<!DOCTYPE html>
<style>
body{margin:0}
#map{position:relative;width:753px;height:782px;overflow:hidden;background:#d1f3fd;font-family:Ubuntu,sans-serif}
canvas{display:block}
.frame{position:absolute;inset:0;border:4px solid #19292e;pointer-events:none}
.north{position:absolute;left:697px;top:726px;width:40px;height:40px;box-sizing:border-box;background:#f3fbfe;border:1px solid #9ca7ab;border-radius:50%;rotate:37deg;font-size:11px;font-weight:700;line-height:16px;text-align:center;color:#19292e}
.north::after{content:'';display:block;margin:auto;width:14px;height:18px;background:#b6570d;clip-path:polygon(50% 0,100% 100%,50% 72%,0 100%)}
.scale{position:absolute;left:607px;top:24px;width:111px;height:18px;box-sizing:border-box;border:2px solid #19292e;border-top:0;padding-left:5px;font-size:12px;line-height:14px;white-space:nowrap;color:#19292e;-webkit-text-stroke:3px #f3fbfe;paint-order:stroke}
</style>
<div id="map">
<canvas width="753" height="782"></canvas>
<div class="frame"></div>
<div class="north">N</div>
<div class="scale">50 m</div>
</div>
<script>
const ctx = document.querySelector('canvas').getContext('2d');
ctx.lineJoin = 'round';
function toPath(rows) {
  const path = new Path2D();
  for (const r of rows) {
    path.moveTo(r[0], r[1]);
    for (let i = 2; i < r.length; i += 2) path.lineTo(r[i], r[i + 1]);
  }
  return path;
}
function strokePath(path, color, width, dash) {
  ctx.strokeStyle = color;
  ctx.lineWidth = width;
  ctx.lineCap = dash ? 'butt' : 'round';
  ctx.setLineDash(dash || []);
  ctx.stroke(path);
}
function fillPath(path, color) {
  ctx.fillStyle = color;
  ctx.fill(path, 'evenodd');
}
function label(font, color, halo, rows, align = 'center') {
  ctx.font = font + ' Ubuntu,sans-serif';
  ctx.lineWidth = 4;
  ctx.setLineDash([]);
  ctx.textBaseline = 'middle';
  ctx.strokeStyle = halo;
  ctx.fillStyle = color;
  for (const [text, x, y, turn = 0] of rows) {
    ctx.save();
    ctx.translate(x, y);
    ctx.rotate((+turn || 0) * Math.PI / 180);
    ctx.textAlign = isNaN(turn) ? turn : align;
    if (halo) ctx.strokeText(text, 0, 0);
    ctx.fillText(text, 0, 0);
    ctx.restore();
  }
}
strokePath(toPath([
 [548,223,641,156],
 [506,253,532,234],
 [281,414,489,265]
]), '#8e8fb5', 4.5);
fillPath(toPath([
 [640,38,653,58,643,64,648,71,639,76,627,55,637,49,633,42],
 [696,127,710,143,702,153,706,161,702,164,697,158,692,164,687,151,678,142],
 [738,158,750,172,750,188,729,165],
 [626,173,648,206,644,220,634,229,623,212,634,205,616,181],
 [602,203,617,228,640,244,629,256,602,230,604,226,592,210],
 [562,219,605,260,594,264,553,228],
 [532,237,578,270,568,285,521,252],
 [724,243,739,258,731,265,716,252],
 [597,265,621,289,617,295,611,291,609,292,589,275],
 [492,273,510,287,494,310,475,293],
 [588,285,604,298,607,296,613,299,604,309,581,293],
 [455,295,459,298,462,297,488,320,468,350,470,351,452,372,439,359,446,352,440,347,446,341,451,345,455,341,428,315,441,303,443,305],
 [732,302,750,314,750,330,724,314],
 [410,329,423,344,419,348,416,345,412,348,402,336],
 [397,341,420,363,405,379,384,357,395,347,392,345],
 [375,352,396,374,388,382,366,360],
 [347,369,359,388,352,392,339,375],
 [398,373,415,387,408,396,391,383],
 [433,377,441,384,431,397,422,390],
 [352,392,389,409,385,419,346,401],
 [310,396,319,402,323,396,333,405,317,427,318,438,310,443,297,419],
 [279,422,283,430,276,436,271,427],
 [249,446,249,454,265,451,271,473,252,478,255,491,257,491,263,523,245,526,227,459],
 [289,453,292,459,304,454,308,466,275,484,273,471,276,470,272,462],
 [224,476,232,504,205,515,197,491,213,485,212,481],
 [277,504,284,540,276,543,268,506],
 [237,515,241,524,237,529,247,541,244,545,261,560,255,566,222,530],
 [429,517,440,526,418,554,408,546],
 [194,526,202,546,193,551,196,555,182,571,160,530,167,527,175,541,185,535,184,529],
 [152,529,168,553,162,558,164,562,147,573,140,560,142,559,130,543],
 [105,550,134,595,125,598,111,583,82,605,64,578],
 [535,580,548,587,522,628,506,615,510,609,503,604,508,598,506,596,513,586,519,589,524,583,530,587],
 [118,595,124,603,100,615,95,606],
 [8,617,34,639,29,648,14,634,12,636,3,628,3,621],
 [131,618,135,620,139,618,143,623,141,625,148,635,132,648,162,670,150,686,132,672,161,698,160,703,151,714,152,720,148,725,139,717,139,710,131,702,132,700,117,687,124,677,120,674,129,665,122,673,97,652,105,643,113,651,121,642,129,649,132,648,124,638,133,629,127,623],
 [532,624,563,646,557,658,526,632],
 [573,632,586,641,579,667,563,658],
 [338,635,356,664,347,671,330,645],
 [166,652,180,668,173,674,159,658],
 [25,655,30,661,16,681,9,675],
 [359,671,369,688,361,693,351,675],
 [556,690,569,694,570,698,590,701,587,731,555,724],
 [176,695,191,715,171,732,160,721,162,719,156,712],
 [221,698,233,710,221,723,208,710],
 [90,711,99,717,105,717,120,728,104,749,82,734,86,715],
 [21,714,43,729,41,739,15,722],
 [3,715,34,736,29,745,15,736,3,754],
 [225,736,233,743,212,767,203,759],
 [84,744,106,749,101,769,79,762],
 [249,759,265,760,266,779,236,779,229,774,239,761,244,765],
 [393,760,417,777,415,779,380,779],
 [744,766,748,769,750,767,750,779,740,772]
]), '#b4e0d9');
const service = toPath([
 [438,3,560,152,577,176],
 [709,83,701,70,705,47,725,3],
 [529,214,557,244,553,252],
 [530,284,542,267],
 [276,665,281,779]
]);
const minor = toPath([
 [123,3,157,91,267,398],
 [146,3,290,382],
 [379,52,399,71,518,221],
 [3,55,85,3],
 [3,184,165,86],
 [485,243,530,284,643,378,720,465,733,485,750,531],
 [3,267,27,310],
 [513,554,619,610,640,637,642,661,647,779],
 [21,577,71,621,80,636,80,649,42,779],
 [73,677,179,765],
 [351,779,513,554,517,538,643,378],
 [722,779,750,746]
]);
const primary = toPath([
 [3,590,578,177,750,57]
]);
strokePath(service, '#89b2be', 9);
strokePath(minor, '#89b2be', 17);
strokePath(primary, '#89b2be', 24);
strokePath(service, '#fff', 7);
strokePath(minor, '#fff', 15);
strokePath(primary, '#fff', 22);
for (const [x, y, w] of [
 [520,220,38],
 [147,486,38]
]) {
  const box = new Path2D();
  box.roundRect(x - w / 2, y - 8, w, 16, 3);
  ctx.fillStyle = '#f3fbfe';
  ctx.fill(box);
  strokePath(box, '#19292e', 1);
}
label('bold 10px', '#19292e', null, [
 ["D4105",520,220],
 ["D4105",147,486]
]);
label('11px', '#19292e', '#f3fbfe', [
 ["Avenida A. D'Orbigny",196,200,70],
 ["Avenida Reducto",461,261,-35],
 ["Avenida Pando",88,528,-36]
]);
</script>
_ _ _ _ _
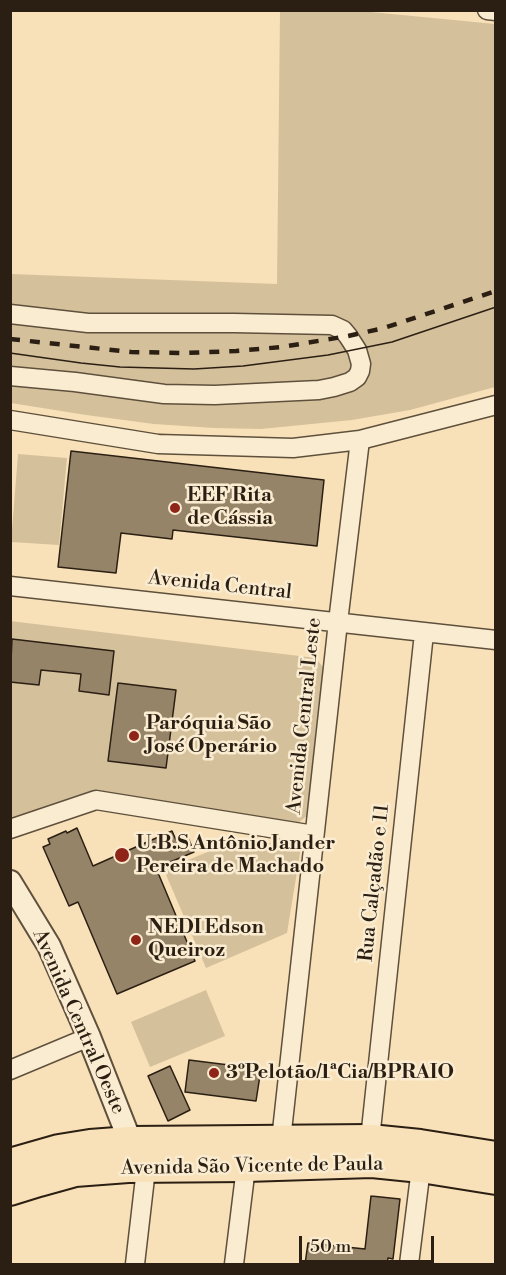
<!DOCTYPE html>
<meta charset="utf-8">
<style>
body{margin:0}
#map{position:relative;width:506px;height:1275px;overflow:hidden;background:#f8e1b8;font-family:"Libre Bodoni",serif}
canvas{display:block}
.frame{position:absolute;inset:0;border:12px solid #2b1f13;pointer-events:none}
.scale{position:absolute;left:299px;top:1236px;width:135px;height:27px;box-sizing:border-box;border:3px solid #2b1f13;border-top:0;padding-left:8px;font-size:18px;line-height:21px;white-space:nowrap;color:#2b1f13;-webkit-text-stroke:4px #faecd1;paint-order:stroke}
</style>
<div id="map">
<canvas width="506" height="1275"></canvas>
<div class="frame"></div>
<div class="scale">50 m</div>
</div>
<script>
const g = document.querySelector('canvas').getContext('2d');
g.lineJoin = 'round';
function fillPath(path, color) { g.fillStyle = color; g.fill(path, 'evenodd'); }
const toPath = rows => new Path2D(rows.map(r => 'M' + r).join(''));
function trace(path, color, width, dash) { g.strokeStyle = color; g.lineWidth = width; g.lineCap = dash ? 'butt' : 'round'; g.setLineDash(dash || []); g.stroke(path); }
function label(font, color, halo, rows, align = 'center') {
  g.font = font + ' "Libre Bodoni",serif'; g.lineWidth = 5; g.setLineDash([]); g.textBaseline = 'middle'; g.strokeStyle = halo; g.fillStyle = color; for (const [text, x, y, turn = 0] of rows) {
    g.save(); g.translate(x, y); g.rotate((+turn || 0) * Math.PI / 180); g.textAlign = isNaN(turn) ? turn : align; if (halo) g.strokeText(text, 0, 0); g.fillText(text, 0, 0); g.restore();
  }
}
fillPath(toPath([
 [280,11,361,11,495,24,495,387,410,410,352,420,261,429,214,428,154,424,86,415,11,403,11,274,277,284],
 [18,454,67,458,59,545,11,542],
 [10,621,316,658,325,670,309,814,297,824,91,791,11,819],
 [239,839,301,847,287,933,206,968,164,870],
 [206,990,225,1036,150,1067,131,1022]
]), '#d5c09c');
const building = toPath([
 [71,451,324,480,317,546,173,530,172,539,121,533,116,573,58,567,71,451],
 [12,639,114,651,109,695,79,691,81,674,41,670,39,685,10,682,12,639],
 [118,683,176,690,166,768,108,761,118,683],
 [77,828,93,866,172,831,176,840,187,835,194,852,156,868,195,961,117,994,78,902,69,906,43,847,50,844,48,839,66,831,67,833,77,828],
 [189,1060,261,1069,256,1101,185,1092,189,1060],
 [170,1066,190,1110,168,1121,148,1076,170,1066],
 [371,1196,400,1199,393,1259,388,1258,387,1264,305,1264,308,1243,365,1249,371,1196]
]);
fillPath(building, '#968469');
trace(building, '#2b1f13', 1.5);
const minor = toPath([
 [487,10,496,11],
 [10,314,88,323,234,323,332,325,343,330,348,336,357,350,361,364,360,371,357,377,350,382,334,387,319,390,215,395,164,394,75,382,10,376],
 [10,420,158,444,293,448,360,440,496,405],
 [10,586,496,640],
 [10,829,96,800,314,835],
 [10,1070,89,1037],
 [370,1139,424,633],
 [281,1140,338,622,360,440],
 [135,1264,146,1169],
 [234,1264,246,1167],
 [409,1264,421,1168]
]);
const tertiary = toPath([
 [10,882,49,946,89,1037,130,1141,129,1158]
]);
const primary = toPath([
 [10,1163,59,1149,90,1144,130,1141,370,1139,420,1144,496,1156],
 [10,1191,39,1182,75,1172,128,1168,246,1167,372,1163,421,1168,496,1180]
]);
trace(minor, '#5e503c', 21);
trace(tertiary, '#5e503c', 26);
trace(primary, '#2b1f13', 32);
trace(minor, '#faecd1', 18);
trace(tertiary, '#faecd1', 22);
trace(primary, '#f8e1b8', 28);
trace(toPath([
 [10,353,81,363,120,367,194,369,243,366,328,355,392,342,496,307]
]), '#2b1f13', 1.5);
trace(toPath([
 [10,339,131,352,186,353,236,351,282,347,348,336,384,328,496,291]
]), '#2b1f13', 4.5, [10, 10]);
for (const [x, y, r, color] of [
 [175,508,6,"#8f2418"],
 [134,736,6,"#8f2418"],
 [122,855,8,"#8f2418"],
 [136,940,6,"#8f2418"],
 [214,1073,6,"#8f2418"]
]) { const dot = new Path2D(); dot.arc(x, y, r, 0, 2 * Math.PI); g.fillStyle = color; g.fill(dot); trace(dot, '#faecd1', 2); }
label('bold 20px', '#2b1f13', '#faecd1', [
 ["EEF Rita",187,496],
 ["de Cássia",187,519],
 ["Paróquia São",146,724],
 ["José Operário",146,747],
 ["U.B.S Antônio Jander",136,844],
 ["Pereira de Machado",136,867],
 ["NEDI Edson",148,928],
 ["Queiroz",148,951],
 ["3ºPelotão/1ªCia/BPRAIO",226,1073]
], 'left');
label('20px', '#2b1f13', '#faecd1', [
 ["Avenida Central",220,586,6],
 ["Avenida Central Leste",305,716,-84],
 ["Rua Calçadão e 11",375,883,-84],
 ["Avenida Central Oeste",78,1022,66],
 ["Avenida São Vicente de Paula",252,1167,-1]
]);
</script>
_ _ _ _ _
What lines above hold the word "lineCap"? Pull each one out.

  ctx.lineCap = dash ? 'butt' : 'round';
function trace(path, color, width, dash) { g.strokeStyle = color; g.lineWidth = width; g.lineCap = dash ? 'butt' : 'round'; g.setLineDash(dash || []); g.stroke(path); }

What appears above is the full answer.